Patient mobilization in the intensive care unit: Assessing practice behavior - A multi-center point prevalence study
- PMID: 37599127
- DOI: 10.1016/j.iccn.2023.103510
Patient mobilization in the intensive care unit: Assessing practice behavior - A multi-center point prevalence study
Abstract
Objectives: To describe intensive care unit mobility clinical practice behaviors and the factors associated with these behaviors that could explain the theory-practice gap.
Methodology: A multi-center, descriptive, retrospective, one-day point prevalence study.
Setting: intensive care patients hospitalized for a minimum of 24 hours, in 20 Israeli Adult Intensive Care Units, from six medical centers.
Main outcome measures: Maximum patient mobility level during the 24 hours prior to the prevalence study collection day and 48 hours from patient admission; mobility clinical practice behaviors and their inhibiting factors.

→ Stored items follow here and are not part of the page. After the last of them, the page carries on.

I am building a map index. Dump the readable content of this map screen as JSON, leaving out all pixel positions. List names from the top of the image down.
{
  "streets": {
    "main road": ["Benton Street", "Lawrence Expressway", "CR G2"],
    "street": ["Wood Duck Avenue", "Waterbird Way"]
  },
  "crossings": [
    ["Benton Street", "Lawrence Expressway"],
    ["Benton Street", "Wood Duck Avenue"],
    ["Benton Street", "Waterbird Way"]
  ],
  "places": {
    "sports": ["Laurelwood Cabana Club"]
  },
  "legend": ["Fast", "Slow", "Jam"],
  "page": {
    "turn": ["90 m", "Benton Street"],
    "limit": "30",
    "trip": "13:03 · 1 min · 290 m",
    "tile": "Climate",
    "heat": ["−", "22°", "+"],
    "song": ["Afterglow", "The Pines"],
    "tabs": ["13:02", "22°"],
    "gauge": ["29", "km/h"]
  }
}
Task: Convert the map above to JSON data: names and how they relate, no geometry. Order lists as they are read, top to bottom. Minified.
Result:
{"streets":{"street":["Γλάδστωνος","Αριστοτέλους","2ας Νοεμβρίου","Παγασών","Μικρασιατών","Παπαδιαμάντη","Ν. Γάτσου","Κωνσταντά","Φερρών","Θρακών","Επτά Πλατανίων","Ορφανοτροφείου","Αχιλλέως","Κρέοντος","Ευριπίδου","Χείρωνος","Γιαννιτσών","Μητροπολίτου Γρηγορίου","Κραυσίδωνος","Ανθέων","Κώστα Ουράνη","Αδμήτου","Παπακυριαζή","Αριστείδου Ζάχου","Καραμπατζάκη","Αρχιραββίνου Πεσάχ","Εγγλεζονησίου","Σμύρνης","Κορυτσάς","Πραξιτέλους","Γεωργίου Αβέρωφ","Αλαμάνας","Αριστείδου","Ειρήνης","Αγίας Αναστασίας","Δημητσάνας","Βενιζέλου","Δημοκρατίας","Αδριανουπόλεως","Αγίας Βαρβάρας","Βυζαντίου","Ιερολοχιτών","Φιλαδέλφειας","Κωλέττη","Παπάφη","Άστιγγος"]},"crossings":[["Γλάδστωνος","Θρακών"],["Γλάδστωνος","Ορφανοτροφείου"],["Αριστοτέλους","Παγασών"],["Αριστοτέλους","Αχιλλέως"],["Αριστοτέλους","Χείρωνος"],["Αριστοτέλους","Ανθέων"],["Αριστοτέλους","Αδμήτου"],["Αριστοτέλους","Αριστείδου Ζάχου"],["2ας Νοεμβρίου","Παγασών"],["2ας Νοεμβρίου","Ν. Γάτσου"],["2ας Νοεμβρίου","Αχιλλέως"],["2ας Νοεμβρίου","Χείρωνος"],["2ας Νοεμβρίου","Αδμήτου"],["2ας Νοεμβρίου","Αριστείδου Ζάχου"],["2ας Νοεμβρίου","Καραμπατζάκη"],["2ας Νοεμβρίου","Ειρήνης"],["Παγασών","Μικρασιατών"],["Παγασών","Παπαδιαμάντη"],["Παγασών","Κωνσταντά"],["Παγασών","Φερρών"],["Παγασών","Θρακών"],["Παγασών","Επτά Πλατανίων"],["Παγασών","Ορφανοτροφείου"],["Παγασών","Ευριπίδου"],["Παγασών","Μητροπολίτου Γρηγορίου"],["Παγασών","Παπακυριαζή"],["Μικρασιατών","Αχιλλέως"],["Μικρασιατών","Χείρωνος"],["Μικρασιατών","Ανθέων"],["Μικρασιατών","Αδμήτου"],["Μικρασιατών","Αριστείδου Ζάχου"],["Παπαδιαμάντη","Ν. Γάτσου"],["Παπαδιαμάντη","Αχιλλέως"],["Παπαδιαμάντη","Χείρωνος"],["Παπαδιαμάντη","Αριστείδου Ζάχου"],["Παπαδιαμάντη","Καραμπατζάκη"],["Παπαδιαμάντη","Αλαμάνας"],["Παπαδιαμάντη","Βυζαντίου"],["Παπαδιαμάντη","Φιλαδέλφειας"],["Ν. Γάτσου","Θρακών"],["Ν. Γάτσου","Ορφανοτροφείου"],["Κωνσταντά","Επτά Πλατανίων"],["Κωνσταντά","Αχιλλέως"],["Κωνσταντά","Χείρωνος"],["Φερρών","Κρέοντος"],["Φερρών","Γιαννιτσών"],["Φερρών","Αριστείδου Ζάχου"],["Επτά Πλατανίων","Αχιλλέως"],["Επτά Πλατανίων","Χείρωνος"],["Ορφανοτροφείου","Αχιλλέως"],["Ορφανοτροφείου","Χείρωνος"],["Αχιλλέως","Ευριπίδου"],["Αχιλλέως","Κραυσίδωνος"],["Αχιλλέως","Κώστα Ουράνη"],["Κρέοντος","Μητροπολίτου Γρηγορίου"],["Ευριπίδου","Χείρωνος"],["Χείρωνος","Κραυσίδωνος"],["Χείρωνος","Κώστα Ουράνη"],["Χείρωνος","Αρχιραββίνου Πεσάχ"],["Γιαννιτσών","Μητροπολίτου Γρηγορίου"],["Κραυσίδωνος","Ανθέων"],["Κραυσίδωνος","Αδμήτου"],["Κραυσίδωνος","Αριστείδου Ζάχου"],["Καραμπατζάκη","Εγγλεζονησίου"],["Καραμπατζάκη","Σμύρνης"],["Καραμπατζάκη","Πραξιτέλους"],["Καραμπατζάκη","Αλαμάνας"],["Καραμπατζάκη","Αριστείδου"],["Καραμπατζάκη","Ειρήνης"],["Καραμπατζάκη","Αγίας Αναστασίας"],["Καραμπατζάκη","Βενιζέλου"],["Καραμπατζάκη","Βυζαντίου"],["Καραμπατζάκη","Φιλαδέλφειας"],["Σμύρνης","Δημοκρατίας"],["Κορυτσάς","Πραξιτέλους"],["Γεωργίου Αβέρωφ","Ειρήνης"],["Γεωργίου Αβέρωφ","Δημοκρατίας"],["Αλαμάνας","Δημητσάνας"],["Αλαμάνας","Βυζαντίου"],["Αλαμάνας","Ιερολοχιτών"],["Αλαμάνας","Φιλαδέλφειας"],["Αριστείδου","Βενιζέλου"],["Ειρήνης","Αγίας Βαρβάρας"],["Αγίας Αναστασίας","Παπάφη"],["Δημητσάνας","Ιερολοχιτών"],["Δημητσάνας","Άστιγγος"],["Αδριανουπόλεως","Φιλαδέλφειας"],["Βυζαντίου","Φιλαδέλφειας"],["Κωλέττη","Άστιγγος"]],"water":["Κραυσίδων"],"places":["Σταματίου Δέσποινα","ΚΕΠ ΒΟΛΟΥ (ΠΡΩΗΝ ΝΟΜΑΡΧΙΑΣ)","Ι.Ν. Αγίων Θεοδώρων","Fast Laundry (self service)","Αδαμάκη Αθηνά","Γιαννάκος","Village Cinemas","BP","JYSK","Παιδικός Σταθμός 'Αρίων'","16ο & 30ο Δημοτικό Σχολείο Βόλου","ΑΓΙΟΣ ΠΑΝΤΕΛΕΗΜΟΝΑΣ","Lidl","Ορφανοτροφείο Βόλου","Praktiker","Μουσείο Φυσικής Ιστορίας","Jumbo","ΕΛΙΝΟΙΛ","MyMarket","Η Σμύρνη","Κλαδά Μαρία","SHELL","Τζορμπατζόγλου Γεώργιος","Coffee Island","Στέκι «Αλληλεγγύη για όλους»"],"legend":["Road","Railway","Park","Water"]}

Results: The study included 210 patients from a relatively even distribution of admission diagnoses. About half (46%) were intubated and 31% were hemodynamically unstable. Position change was most frequently reported as the maximum mobility level. The use of intubation, ventilation, tracheostomy, and inotropes was positively correlated with the level of mobility. Charlson Comorbidity Index and body mass index were not related to the level of mobility. A multiple regression model including these variables found that only intubation was a significant predictor of mobility level (R2 = 0.52, p < 0.001).
Conclusion: There is a gap between clinical practice guidelines and actual intensive care mobility practice behaviors. The association between mobility level and common therapies suggests subjective norms or common practices that could serve as a barrier to guideline implementation and partially explain the gap between clinical practice guidelines and clinical practice behavior.
Implications for clinical practice: Behaviors and their subjective norms can be barriers to the implementation of clinical practice guidelines. Promoting increased provider awareness and policies of proactive mobilization could potentially improve patient outcomes.
Keywords: Critical Care (N02.421.585.190); Early Mobilization (No.02.831.335); Nursing Care (N02.421.533); Patient Care (N02.421.585); Practice Guidelines (No.2.515.500).
Copyright © 2023 Elsevier Ltd. All rights reserved.
Conflict of interest statement
Declaration of Competing Interest The authors declare that they have no known competing financial interests or personal relationships that could have appeared to influence the work reported in this paper.